Records for the task:
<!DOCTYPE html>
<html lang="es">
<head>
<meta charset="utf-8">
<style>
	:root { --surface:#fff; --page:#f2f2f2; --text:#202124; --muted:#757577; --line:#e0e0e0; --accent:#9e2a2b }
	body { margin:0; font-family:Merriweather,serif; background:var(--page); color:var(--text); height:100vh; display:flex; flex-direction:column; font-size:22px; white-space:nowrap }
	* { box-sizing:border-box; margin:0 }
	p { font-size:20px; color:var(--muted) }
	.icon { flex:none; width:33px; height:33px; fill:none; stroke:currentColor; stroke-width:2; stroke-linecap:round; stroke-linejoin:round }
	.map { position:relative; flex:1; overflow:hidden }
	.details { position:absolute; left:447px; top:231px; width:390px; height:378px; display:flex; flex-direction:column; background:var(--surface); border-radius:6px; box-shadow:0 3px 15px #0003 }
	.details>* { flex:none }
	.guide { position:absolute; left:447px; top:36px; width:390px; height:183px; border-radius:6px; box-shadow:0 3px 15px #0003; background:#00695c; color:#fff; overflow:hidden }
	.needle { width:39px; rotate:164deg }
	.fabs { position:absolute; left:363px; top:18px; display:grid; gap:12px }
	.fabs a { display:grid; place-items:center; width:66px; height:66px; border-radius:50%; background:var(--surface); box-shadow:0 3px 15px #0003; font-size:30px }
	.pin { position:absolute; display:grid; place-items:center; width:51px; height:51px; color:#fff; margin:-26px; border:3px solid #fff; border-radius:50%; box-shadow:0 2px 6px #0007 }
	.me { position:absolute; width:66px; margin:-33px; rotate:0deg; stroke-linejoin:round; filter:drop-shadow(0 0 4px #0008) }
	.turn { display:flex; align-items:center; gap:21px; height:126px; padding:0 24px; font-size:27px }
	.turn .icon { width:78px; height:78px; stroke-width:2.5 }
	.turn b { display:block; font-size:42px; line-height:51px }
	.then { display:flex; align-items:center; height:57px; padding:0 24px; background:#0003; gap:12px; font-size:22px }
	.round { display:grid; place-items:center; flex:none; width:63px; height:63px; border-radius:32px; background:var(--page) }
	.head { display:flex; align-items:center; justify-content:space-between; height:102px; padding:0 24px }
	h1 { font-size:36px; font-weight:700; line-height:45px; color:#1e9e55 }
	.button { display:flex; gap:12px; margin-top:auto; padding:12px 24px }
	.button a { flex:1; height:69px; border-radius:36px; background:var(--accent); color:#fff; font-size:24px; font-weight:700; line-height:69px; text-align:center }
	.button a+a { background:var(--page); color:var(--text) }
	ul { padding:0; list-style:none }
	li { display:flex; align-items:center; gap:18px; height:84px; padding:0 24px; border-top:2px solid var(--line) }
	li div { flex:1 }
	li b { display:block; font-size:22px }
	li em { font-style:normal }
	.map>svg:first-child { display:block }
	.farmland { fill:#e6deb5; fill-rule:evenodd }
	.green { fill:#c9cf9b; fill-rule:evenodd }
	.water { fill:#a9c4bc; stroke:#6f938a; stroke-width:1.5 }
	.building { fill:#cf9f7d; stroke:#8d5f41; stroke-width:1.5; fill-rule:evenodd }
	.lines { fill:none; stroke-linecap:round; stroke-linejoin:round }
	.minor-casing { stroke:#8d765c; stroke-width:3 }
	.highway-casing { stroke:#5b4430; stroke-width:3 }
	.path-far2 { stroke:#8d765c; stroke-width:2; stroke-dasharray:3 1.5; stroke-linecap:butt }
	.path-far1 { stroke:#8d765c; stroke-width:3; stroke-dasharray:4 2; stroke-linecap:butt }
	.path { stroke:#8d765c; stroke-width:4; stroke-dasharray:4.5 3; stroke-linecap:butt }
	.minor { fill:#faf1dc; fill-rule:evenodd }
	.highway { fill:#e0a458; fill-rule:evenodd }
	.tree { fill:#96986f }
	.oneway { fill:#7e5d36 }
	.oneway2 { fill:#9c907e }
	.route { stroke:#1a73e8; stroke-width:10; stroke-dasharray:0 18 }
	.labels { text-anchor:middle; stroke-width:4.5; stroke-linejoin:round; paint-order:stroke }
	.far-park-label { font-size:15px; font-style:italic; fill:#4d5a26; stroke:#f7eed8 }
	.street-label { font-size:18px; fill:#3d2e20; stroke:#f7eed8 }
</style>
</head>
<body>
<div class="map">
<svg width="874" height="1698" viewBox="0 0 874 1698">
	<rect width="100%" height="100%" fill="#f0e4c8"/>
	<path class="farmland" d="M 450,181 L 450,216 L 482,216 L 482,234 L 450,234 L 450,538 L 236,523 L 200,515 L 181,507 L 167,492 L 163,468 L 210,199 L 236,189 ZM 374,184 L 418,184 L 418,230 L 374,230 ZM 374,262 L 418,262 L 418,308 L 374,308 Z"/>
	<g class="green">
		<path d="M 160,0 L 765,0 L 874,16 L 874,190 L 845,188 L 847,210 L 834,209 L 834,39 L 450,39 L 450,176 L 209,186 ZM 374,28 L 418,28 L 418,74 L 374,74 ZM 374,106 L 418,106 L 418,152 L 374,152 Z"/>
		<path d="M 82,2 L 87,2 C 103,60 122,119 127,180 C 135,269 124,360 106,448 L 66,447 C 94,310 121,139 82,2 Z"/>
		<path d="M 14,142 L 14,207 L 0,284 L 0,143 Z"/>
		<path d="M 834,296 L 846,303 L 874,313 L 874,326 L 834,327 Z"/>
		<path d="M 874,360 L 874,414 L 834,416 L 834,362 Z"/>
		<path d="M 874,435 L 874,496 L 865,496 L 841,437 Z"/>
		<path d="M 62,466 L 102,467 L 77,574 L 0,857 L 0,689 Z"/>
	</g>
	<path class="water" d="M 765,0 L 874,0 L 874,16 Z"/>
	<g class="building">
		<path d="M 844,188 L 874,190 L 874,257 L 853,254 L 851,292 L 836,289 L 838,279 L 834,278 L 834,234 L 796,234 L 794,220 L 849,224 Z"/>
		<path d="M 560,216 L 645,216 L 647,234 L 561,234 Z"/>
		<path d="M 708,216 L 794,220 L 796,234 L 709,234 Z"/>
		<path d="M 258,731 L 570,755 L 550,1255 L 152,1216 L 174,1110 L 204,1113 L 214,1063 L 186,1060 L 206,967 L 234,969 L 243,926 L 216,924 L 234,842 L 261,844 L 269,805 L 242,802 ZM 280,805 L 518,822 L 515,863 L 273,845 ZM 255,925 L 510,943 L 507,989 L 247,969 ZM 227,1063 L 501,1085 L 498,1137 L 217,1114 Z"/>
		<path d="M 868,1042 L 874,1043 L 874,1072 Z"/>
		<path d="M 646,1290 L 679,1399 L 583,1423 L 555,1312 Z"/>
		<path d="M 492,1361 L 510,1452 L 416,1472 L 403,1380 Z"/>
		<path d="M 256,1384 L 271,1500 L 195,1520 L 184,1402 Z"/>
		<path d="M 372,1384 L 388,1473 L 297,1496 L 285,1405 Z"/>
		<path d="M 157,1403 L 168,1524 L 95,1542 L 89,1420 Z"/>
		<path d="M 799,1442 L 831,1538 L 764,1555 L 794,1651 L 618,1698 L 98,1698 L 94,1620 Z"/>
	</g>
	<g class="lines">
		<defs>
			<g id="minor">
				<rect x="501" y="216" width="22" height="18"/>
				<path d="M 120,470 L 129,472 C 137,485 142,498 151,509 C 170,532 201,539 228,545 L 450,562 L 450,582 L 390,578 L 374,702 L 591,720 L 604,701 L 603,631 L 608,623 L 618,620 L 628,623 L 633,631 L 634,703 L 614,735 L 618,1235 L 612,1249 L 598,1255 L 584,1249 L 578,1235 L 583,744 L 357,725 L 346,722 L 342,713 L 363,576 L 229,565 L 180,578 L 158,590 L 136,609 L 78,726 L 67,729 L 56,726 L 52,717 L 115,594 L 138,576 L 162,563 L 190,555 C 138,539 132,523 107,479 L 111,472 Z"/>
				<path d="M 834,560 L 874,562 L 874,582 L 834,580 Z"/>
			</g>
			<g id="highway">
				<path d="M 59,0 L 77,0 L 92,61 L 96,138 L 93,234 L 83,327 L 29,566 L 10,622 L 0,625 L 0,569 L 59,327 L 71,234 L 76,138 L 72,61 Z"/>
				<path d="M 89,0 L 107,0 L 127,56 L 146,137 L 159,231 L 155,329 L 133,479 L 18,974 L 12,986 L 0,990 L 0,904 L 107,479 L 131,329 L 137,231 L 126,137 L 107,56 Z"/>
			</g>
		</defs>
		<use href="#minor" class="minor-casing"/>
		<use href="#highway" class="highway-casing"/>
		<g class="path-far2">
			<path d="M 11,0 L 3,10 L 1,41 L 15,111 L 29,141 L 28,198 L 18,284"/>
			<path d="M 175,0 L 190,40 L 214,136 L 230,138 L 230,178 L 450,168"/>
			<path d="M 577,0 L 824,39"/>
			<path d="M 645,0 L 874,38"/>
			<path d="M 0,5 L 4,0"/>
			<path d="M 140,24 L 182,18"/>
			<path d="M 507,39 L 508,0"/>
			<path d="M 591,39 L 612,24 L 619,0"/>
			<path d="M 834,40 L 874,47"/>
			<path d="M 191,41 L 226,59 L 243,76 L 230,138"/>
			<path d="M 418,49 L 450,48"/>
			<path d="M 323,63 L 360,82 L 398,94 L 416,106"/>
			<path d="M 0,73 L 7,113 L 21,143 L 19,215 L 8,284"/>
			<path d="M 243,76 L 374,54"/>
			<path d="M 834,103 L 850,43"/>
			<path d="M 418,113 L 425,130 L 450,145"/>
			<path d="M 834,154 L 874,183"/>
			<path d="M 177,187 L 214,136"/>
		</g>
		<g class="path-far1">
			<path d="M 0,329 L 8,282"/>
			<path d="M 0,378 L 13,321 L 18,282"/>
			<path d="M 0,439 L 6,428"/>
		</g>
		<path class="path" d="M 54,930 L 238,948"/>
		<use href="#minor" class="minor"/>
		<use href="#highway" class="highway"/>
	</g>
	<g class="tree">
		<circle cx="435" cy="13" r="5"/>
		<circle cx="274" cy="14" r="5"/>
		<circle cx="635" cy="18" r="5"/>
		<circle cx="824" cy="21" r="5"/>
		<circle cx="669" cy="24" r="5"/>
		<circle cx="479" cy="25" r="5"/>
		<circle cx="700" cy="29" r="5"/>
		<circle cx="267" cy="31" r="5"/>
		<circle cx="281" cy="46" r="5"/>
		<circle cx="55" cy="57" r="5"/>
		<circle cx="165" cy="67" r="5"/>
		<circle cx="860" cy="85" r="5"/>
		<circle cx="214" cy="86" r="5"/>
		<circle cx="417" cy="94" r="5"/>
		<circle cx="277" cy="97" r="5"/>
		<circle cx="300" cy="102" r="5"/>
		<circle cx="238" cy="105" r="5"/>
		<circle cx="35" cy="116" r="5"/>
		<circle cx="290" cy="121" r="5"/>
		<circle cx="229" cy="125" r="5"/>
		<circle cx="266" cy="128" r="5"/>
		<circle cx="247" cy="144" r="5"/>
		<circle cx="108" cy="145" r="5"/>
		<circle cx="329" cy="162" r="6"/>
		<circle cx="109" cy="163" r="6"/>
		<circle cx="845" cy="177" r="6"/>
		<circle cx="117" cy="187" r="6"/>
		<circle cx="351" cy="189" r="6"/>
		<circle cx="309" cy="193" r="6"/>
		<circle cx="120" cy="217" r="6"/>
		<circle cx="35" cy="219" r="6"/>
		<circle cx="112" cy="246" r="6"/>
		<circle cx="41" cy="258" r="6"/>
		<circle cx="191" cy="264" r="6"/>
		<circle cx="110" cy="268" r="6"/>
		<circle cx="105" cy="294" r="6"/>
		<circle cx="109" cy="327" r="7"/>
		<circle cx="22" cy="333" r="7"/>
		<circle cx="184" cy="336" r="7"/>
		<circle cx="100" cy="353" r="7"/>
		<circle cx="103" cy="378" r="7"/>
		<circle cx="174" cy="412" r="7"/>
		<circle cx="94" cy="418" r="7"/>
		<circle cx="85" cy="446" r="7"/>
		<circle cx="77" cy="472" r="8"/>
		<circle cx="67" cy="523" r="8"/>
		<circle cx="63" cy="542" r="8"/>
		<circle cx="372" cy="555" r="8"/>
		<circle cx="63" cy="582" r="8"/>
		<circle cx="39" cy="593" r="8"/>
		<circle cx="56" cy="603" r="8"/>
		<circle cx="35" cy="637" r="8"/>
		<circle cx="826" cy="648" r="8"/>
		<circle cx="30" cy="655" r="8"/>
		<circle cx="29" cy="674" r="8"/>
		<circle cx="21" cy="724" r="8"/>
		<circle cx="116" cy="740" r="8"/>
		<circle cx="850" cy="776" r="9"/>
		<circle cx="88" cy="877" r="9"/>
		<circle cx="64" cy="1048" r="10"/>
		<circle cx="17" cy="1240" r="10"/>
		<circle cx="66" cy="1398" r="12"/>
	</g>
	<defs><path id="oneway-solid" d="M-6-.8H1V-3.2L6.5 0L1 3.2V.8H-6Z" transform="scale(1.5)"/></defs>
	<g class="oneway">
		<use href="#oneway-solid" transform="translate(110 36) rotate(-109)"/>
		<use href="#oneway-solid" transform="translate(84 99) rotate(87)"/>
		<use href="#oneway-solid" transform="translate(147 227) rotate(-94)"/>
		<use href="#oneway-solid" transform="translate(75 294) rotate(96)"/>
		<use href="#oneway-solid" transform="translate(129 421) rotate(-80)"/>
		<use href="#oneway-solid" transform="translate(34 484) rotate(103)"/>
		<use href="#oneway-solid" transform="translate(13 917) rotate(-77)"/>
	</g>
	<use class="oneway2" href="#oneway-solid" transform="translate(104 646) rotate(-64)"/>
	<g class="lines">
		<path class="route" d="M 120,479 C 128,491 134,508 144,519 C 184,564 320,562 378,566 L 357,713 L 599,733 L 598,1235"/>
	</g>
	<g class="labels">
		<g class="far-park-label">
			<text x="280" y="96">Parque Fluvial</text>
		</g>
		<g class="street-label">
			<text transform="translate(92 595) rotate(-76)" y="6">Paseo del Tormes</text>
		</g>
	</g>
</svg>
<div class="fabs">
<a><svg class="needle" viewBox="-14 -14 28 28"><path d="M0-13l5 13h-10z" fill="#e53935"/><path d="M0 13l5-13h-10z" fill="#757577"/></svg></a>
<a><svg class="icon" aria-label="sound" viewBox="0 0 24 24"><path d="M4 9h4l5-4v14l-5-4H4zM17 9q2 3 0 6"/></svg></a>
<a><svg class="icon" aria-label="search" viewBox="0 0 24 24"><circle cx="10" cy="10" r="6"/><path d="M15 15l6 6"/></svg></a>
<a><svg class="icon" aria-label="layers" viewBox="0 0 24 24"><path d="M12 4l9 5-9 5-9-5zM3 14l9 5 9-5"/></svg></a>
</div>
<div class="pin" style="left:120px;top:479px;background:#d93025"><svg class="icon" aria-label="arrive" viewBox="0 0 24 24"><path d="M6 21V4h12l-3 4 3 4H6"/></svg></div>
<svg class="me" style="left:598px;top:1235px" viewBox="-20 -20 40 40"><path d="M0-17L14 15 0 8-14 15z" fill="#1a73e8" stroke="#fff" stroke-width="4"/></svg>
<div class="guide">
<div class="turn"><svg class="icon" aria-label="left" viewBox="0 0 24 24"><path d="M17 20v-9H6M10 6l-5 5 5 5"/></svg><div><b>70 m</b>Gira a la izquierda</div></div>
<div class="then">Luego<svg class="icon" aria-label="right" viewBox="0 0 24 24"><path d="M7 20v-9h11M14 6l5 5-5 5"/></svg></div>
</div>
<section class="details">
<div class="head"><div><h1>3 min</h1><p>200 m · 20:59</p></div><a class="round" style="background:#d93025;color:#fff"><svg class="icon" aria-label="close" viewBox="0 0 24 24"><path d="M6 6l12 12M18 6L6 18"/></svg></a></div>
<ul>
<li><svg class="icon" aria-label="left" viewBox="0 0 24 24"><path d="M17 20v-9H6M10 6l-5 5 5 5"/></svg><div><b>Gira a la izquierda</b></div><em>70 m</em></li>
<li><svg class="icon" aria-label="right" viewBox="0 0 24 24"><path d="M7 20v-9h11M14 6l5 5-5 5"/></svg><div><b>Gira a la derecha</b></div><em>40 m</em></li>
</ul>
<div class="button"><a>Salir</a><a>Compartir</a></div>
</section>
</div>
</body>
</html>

Your assignment: In the entries above, locate every line with the word "fabs" and copy it.

Worked solution:
	.fabs { position:absolute; left:363px; top:18px; display:grid; gap:12px }
	.fabs a { display:grid; place-items:center; width:66px; height:66px; border-radius:50%; background:var(--surface); box-shadow:0 3px 15px #0003; font-size:30px }
<div class="fabs">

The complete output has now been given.